— Task brief —
Whenever a line in the material below contains "rows", copy that line.

— Data excerpts —

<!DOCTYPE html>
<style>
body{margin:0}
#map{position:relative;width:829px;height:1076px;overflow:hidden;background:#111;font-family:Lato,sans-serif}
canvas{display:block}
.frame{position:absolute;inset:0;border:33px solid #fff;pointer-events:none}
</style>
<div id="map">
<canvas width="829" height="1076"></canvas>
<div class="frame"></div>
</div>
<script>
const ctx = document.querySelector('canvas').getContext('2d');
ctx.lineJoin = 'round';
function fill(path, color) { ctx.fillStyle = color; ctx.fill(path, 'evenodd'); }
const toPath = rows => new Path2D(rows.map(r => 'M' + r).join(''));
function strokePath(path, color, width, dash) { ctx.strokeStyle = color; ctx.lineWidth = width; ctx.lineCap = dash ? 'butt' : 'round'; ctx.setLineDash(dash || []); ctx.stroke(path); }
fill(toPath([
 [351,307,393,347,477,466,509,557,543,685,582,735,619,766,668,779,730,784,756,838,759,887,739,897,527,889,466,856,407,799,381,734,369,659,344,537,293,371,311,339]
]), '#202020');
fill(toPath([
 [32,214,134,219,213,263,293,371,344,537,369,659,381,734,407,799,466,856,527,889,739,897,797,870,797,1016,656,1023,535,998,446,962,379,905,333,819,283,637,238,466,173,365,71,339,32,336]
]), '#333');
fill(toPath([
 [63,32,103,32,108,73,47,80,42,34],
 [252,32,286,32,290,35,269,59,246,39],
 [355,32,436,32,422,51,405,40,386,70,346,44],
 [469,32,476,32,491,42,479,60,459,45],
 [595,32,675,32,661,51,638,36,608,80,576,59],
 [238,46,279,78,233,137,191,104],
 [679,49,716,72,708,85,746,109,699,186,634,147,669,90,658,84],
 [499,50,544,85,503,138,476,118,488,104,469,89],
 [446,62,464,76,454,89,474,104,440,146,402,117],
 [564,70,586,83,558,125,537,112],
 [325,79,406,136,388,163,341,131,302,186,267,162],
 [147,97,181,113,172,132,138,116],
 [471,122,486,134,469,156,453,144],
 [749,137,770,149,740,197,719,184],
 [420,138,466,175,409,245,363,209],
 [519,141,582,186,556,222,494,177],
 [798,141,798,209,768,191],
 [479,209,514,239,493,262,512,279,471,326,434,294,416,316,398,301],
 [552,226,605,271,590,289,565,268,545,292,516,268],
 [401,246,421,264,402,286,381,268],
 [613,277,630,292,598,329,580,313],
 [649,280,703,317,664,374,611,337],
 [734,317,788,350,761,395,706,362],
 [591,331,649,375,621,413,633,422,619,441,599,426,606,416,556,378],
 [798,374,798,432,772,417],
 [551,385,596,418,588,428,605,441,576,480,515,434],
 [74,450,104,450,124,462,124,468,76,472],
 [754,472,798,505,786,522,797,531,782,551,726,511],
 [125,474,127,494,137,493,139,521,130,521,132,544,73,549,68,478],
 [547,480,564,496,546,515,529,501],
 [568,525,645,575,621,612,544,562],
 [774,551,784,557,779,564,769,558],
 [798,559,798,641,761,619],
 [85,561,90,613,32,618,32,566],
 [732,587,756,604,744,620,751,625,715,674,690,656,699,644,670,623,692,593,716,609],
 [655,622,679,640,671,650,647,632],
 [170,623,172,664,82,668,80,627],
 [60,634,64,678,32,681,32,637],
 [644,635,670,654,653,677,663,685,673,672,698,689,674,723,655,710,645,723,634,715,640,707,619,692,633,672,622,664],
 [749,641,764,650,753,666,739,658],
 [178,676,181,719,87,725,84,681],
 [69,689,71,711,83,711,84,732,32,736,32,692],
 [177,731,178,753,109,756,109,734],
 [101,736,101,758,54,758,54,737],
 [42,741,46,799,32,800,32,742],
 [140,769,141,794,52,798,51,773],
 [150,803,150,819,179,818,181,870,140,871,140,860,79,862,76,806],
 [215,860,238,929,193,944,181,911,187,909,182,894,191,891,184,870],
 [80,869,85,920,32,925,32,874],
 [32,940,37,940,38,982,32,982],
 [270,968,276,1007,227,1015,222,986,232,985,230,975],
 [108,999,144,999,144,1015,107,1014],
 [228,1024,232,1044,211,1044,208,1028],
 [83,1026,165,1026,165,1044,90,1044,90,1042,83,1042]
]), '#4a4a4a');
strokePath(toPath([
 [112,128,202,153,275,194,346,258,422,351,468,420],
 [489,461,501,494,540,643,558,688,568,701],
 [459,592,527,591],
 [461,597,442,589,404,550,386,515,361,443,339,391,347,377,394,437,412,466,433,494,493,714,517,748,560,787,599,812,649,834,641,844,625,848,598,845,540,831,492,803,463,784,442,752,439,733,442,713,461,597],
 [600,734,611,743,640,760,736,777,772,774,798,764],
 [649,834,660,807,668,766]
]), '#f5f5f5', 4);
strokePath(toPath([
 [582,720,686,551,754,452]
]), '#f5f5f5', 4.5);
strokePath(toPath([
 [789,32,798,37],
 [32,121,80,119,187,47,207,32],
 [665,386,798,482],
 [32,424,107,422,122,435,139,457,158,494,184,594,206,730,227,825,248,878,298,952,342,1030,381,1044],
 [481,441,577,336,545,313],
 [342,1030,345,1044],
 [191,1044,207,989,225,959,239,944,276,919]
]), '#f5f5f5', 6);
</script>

...

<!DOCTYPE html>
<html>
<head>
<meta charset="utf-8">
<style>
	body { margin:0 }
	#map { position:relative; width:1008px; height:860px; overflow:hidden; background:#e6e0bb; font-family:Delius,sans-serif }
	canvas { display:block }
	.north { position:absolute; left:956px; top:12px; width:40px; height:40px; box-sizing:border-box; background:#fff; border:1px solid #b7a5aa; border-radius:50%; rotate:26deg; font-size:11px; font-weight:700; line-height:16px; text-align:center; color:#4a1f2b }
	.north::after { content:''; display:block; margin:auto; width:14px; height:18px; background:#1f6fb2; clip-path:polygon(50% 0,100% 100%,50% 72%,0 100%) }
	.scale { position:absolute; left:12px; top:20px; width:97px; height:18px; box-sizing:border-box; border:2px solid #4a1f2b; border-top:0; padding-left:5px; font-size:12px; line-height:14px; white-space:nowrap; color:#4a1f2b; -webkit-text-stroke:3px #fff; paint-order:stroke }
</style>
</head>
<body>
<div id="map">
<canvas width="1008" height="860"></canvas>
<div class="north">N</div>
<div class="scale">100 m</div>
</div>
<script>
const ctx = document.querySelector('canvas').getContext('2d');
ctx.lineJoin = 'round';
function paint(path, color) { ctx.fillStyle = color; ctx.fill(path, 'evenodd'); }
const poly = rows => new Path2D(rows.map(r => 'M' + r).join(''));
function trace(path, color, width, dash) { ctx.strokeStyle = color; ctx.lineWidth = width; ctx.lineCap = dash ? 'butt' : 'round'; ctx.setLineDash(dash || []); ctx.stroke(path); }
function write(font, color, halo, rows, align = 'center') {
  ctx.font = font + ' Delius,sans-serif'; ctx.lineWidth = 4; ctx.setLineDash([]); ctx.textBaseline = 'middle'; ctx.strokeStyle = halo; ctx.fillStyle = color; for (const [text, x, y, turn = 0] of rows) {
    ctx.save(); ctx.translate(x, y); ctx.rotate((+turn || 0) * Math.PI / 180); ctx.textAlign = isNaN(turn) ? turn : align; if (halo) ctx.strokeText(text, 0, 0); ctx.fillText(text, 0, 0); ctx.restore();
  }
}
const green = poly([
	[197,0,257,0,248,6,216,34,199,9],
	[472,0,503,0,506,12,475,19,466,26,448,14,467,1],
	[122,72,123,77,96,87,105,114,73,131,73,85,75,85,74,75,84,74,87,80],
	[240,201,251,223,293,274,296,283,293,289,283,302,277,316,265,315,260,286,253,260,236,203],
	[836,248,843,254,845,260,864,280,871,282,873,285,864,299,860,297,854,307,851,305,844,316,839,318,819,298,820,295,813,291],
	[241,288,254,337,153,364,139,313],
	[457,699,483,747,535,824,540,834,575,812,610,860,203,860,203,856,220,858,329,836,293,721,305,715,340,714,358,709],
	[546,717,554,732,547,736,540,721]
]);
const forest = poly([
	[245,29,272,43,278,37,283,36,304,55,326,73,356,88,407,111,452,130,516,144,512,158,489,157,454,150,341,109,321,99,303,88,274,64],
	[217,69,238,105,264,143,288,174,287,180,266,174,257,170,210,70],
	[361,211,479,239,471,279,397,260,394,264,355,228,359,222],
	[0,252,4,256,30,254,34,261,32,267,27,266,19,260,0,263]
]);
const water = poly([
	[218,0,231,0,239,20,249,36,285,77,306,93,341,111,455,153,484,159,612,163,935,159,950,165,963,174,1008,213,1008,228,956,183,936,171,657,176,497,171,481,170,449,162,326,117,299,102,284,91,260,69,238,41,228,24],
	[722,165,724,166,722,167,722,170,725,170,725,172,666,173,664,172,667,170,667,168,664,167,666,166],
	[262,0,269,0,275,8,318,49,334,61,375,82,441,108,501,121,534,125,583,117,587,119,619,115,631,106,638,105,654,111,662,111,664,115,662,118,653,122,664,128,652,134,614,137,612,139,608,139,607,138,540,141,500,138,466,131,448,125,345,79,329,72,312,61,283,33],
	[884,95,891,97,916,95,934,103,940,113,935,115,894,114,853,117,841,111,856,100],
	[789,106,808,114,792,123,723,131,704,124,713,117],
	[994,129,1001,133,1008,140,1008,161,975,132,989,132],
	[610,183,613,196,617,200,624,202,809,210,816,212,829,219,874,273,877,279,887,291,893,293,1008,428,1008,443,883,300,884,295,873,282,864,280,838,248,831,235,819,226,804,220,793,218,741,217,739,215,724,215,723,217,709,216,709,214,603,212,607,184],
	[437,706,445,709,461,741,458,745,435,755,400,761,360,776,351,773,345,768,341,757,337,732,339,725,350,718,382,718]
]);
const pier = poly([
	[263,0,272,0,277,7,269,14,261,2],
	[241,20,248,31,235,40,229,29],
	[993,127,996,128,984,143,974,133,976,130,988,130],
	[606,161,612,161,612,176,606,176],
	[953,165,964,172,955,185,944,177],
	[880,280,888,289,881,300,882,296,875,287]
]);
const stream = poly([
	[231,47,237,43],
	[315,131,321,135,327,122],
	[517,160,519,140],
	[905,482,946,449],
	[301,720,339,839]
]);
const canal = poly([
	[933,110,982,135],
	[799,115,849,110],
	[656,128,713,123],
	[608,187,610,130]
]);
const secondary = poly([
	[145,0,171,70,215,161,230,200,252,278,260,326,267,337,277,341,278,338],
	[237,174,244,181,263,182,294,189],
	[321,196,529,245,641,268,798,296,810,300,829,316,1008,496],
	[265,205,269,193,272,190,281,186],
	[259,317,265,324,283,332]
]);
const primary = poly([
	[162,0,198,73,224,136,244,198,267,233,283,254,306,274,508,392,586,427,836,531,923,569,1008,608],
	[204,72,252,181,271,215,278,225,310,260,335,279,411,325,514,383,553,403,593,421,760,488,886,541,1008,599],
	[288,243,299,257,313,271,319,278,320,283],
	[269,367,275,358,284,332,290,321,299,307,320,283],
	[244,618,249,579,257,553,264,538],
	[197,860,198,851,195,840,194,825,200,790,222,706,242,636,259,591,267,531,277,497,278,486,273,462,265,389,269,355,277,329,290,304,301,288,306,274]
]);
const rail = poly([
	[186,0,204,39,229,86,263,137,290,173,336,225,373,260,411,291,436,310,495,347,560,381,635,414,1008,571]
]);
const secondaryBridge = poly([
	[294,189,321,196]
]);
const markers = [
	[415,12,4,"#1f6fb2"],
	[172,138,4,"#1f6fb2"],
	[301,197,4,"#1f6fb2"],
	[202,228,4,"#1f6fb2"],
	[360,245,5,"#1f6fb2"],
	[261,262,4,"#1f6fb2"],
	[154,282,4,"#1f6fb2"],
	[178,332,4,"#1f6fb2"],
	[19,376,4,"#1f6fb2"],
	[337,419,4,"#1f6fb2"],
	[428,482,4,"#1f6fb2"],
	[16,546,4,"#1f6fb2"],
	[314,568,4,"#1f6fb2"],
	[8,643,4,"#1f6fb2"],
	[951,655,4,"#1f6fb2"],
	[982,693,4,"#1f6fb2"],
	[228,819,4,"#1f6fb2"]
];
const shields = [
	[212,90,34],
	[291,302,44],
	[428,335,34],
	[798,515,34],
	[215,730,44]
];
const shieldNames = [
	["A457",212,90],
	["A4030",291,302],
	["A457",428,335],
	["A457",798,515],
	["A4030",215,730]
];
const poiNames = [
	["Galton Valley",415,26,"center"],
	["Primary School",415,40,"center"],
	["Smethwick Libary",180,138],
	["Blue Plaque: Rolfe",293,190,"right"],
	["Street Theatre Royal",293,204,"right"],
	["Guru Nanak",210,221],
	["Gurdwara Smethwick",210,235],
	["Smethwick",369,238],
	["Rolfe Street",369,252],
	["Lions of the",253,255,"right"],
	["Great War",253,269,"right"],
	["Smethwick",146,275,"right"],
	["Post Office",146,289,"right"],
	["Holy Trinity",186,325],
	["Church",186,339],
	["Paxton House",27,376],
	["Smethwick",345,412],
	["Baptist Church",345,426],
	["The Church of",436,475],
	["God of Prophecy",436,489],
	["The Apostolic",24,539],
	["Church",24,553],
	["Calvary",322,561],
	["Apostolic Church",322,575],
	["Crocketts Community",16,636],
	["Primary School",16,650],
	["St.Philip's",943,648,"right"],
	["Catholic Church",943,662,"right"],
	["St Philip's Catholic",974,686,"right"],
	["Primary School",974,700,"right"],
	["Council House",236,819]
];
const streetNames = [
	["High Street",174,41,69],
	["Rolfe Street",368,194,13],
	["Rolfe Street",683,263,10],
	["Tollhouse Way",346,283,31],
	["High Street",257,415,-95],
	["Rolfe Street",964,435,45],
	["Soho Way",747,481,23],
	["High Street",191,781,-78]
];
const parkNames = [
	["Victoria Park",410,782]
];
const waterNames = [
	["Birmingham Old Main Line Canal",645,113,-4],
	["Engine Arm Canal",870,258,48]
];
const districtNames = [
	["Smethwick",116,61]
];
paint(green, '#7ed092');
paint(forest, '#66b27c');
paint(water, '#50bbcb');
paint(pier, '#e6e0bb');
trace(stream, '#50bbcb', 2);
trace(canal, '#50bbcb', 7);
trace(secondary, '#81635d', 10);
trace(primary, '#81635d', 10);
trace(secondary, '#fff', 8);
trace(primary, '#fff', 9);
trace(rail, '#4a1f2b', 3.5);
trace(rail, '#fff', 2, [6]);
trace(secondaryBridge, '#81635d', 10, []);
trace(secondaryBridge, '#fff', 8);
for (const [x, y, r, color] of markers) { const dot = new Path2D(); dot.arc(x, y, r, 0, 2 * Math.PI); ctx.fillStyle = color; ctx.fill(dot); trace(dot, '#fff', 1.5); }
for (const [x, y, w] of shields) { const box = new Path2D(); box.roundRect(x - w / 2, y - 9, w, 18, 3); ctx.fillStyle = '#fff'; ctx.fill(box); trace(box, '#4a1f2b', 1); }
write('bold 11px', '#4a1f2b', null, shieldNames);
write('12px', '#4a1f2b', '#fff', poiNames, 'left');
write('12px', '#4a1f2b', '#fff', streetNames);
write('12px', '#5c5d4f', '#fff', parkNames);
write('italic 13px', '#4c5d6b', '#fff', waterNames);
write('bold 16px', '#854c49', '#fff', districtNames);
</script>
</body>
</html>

— Solved problem —
const toPath = rows => new Path2D(rows.map(r => 'M' + r).join(''));
const poly = rows => new Path2D(rows.map(r => 'M' + r).join(''));
function write(font, color, halo, rows, align = 'center') {
  ctx.font = font + ' Delius,sans-serif'; ctx.lineWidth = 4; ctx.setLineDash([]); ctx.textBaseline = 'middle'; ctx.strokeStyle = halo; ctx.fillStyle = color; for (const [text, x, y, turn = 0] of rows) {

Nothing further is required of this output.